The German word Paradebeispiel, which literally translates as ‘parade example’, is used to refer to a person or object that is the absolute embodiment of something.
Whether it’s a classmate who is the textbook example of a teacher's pet, or a newly passed law that is the epitome of good foreign policy, there is no shortage of Paradebeispiele in the world.
Just as a parade is loud and rather hard to miss, a Paradebeispiel is usually a glaringly obvious example of a certain concept or idea.
Parades such as the Carnival of Cultures in Berlin are as hard to miss as 'Paradebeispiele'. Photo: DPA
As parades are most often lively and fun events, the term is most often used in a positive sense: a hit album may be a Paradebeispiel for musical success, or a new building may be a Paradebeispiel for modern innovation.
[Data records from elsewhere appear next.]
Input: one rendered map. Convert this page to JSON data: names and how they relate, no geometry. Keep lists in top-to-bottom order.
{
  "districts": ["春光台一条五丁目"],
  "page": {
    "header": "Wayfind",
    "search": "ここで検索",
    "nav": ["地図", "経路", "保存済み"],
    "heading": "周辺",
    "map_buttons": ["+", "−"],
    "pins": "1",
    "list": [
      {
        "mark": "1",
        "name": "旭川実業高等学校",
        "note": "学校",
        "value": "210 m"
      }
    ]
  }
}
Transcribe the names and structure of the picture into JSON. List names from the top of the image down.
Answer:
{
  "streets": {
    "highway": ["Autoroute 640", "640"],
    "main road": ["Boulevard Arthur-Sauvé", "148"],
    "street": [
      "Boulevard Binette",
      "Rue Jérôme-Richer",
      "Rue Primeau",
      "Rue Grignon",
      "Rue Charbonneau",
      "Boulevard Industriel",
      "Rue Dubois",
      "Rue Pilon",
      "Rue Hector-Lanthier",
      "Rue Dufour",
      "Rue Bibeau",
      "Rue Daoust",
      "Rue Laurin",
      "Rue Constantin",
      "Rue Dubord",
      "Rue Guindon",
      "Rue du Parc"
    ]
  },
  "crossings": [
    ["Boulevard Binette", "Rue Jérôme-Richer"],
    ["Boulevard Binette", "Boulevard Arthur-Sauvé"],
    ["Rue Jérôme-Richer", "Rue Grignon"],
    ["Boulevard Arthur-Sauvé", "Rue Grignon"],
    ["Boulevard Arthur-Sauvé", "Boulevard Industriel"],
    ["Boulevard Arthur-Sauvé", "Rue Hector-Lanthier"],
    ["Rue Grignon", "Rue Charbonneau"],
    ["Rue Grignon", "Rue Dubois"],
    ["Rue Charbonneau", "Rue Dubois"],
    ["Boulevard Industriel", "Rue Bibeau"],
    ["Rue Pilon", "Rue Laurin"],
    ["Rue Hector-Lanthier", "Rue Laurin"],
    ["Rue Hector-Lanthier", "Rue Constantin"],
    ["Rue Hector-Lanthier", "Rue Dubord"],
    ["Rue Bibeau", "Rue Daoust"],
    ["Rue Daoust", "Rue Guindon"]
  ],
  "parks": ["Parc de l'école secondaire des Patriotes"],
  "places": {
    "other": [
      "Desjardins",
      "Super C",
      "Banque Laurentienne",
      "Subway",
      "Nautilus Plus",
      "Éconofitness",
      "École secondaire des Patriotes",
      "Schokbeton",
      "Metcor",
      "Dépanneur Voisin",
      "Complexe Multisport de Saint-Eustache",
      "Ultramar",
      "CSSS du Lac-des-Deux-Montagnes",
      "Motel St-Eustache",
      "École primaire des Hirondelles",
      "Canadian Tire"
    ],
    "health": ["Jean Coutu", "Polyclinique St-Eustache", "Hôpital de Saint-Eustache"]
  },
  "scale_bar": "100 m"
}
It can, however, also be used in a more negative way: some may say that socks and sandals are a Paradebeispiel for bad taste, or that a country’s government is a Paradebeispiel for failed leadership.
Similar English terms include ‘prime example’, ‘case in point’ or ‘textbook example’.
You will often also see people pointing to an object or person after making a statement and saying ‘Exhibit A’, suggesting that said object or person is perfect evidence for what they have just said.
So, if you ever find yourself being known as a Paradebeispiel for something, let’s hope it’s for one of your better qualities or achievements!